Monday, 19 October 2009
Endless wittering about photography
A friend who works at the film department at Bristol University described how students would look at 2 minutes of a film on youtube, reference that and think it was enough. They were unable to bear the pace of any film that was slow and nuanced in any way. So, sure, they knew the basic plot of All about Eve or Lawrence of Arabia but they had never watched them because they were too 'boring'.
Though she recognized how great the internet is, she questioned whether it really deepened our knowledge of anything, or merely trivialized it, transforming communally shared cinematic, televisual, musical and photographic experiences into little tidbits or random experiential-factoids without history, context or commentary.
She commented on fashion designers who withhold their ideas from the internet - mainly because they will be copied and sold by ripoff merchants around the world, but also because the internet degrades the consumer experience - it is not the way we shop.
In the same way, I wonder if photography and art isn't degraded by the internet, if looking at pictures on the internet isn't remarkably similar to watching 2 minutes of All About Eveon youtube and checking out the number of stars on IMDB and imagining it's the same as watching the movie.
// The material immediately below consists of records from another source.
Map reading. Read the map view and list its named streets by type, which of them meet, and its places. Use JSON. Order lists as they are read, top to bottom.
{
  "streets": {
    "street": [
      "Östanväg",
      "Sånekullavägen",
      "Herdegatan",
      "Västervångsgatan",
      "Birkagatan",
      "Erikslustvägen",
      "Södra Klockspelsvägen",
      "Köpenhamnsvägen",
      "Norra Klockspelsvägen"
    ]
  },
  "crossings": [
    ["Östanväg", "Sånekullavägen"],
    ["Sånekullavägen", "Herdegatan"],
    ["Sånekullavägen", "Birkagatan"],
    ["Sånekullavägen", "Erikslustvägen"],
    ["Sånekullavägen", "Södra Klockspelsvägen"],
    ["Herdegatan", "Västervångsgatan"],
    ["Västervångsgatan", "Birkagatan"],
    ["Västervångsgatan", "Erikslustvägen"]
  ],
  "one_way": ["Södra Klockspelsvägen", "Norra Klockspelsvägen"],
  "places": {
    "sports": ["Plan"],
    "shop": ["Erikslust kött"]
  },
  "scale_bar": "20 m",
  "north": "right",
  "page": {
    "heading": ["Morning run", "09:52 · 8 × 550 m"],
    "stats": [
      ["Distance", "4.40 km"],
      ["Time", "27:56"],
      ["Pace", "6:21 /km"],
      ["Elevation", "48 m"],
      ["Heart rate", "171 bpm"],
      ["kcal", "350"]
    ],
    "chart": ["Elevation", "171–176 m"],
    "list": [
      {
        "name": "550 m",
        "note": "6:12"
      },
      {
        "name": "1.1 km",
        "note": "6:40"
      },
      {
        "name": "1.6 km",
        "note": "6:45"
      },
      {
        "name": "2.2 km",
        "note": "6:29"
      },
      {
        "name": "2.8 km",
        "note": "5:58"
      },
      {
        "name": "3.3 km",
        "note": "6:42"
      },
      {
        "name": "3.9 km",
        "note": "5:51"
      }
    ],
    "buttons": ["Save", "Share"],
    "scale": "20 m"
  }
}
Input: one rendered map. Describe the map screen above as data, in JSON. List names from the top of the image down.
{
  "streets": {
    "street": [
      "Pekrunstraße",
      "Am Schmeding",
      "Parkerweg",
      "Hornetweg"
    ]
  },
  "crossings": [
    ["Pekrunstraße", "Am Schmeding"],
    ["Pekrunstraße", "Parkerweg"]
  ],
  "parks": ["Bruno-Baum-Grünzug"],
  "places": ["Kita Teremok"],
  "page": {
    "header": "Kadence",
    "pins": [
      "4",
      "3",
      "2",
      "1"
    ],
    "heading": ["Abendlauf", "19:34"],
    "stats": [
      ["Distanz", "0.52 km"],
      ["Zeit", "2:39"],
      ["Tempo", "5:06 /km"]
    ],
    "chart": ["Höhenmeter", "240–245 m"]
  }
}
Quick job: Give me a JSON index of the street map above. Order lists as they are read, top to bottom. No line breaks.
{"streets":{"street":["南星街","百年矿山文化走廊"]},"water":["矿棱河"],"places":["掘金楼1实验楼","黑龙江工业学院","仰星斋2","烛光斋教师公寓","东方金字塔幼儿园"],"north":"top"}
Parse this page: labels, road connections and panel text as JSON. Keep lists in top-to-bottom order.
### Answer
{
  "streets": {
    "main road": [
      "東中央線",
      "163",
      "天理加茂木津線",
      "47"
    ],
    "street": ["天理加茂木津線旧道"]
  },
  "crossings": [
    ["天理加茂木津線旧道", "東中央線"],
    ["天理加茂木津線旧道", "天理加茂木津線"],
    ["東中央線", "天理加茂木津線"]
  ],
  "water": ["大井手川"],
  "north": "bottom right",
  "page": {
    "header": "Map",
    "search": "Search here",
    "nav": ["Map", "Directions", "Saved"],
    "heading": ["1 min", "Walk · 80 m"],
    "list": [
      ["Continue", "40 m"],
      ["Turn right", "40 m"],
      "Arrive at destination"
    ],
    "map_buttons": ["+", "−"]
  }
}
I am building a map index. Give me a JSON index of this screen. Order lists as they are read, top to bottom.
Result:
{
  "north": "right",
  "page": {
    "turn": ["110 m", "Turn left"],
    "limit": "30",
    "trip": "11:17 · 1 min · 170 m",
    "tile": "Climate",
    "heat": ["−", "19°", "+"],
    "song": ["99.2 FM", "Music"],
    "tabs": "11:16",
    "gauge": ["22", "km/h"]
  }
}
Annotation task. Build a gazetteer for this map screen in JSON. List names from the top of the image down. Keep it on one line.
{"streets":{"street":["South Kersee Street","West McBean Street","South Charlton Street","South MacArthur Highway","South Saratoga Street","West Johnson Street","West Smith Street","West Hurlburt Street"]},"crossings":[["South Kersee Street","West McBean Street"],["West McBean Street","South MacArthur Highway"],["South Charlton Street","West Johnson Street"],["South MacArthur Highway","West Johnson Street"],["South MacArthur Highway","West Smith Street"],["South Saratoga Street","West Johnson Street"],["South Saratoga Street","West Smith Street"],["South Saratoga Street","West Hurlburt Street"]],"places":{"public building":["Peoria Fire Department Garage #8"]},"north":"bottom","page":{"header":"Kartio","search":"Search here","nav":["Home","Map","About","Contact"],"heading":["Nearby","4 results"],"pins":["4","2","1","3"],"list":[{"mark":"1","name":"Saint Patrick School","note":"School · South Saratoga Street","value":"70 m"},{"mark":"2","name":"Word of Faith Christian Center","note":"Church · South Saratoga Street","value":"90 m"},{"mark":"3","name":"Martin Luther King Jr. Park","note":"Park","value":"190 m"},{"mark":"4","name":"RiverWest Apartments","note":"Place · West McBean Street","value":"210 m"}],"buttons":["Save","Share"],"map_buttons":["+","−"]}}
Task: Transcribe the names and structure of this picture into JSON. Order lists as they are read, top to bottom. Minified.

We all know the people who don't have websites/blogs because they don't theoretically need websites, but I think there will a lot more people who won't have websites/blogs because they don't like websites or blogs - because they don't do anything for their work except degrade it, trivialise it and turn it to the subject of (Tim Hetherington again) 'endless wittering.'
(And with that, here's some new work from the summer. It used to be the cliche about photography that you couldn't show kids smiling or laughing (that was all the family album/school picture thing) but really, how many pictures do we have of people smiling/laughing that isn't sheer whimsy. I can think of a few but any other ideas - smiling and laughing beyond whimsy?)